## Requirement
Please output each line of the data exactly as it appears.

## Data
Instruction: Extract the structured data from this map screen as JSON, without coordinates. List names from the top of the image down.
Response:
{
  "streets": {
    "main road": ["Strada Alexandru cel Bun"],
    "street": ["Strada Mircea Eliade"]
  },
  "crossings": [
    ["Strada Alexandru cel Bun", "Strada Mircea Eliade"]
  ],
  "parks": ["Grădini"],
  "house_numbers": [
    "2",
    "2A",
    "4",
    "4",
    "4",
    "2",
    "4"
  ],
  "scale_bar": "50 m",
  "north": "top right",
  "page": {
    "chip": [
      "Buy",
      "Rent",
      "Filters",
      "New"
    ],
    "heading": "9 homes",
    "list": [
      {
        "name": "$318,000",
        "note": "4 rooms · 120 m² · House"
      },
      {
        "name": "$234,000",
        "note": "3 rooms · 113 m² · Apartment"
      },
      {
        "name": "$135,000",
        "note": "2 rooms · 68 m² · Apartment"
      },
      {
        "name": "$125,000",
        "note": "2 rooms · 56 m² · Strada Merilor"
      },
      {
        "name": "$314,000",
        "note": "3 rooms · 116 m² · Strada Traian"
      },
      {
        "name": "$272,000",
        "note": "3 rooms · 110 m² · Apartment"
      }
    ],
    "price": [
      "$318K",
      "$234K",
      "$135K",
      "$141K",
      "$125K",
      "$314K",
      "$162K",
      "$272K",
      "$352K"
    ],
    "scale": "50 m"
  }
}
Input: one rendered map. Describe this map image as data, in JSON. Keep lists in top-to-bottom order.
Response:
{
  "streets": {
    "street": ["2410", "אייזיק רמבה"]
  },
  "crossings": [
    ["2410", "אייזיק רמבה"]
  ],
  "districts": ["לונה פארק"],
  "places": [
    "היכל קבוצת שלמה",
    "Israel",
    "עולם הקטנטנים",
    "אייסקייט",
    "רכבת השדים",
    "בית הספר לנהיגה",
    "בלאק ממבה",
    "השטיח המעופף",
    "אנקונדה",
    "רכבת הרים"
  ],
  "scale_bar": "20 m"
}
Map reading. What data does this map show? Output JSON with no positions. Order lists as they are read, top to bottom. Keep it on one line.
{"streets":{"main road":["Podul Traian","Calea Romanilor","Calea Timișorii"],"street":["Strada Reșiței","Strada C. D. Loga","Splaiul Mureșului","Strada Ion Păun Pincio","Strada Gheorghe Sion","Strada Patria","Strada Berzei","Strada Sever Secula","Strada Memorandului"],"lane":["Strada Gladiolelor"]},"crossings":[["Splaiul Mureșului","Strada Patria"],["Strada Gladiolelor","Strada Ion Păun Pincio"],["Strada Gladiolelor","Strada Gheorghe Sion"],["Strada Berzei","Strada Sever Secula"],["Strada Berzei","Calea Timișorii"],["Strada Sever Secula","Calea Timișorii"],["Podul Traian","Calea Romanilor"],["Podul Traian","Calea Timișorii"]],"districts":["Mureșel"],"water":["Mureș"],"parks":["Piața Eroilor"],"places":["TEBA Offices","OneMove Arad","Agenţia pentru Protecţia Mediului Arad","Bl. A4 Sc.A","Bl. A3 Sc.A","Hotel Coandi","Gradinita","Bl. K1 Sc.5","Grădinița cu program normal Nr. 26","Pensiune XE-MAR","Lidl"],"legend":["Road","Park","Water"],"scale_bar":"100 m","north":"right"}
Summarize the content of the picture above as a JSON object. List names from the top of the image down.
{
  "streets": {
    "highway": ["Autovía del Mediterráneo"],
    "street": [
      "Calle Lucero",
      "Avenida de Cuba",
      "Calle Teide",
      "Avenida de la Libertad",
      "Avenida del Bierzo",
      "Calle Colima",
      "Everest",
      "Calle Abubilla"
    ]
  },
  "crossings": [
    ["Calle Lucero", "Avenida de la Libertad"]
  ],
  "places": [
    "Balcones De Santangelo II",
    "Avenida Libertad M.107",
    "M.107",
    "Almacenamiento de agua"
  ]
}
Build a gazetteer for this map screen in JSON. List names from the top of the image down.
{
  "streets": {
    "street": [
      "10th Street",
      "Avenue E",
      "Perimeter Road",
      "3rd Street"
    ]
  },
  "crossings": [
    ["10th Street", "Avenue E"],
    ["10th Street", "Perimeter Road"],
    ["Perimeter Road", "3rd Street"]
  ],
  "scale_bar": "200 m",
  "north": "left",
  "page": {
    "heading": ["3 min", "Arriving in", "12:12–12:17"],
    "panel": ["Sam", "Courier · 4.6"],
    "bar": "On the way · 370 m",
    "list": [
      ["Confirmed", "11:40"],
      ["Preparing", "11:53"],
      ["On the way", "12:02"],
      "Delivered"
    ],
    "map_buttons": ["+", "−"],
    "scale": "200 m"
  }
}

## Reply
Instruction: Extract the structured data from this map screen as JSON, without coordinates. List names from the top of the image down.
Response:
{
  "streets": {
    "main road": ["Strada Alexandru cel Bun"],
    "street": ["Strada Mircea Eliade"]
  },
  "crossings": [
    ["Strada Alexandru cel Bun", "Strada Mircea Eliade"]
  ],
  "parks": ["Grădini"],
  "house_numbers": [
    "2",
    "2A",
    "4",
    "4",
    "4",
    "2",
    "4"
  ],
  "scale_bar": "50 m",
  "north": "top right",
  "page": {
    "chip": [
      "Buy",
      "Rent",
      "Filters",
      "New"
    ],
    "heading": "9 homes",
    "list": [
      {
        "name": "$318,000",
        "note": "4 rooms · 120 m² · House"
      },
      {
        "name": "$234,000",
        "note": "3 rooms · 113 m² · Apartment"
      },
      {
        "name": "$135,000",
        "note": "2 rooms · 68 m² · Apartment"
      },
      {
        "name": "$125,000",
        "note": "2 rooms · 56 m² · Strada Merilor"
      },
      {
        "name": "$314,000",
        "note": "3 rooms · 116 m² · Strada Traian"
      },
      {
        "name": "$272,000",
        "note": "3 rooms · 110 m² · Apartment"
      }
    ],
    "price": [
      "$318K",
      "$234K",
      "$135K",
      "$141K",
      "$125K",
      "$314K",
      "$162K",
      "$272K",
      "$352K"
    ],
    "scale": "50 m"
  }
}
Input: one rendered map. Describe this map image as data, in JSON. Keep lists in top-to-bottom order.
Response:
{
  "streets": {
    "street": ["2410", "אייזיק רמבה"]
  },
  "crossings": [
    ["2410", "אייזיק רמבה"]
  ],
  "districts": ["לונה פארק"],
  "places": [
    "היכל קבוצת שלמה",
    "Israel",
    "עולם הקטנטנים",
    "אייסקייט",
    "רכבת השדים",
    "בית הספר לנהיגה",
    "בלאק ממבה",
    "השטיח המעופף",
    "אנקונדה",
    "רכבת הרים"
  ],
  "scale_bar": "20 m"
}
Map reading. What data does this map show? Output JSON with no positions. Order lists as they are read, top to bottom. Keep it on one line.
{"streets":{"main road":["Podul Traian","Calea Romanilor","Calea Timișorii"],"street":["Strada Reșiței","Strada C. D. Loga","Splaiul Mureșului","Strada Ion Păun Pincio","Strada Gheorghe Sion","Strada Patria","Strada Berzei","Strada Sever Secula","Strada Memorandului"],"lane":["Strada Gladiolelor"]},"crossings":[["Splaiul Mureșului","Strada Patria"],["Strada Gladiolelor","Strada Ion Păun Pincio"],["Strada Gladiolelor","Strada Gheorghe Sion"],["Strada Berzei","Strada Sever Secula"],["Strada Berzei","Calea Timișorii"],["Strada Sever Secula","Calea Timișorii"],["Podul Traian","Calea Romanilor"],["Podul Traian","Calea Timișorii"]],"districts":["Mureșel"],"water":["Mureș"],"parks":["Piața Eroilor"],"places":["TEBA Offices","OneMove Arad","Agenţia pentru Protecţia Mediului Arad","Bl. A4 Sc.A","Bl. A3 Sc.A","Hotel Coandi","Gradinita","Bl. K1 Sc.5","Grădinița cu program normal Nr. 26","Pensiune XE-MAR","Lidl"],"legend":["Road","Park","Water"],"scale_bar":"100 m","north":"right"}
Summarize the content of the picture above as a JSON object. List names from the top of the image down.
{
  "streets": {
    "highway": ["Autovía del Mediterráneo"],
    "street": [
      "Calle Lucero",
      "Avenida de Cuba",
      "Calle Teide",
      "Avenida de la Libertad",
      "Avenida del Bierzo",
      "Calle Colima",
      "Everest",
      "Calle Abubilla"
    ]
  },
  "crossings": [
    ["Calle Lucero", "Avenida de la Libertad"]
  ],
  "places": [
    "Balcones De Santangelo II",
    "Avenida Libertad M.107",
    "M.107",
    "Almacenamiento de agua"
  ]
}
Build a gazetteer for this map screen in JSON. List names from the top of the image down.
{
  "streets": {
    "street": [
      "10th Street",
      "Avenue E",
      "Perimeter Road",
      "3rd Street"
    ]
  },
  "crossings": [
    ["10th Street", "Avenue E"],
    ["10th Street", "Perimeter Road"],
    ["Perimeter Road", "3rd Street"]
  ],
  "scale_bar": "200 m",
  "north": "left",
  "page": {
    "heading": ["3 min", "Arriving in", "12:12–12:17"],
    "panel": ["Sam", "Courier · 4.6"],
    "bar": "On the way · 370 m",
    "list": [
      ["Confirmed", "11:40"],
      ["Preparing", "11:53"],
      ["On the way", "12:02"],
      "Delivered"
    ],
    "map_buttons": ["+", "−"],
    "scale": "200 m"
  }
}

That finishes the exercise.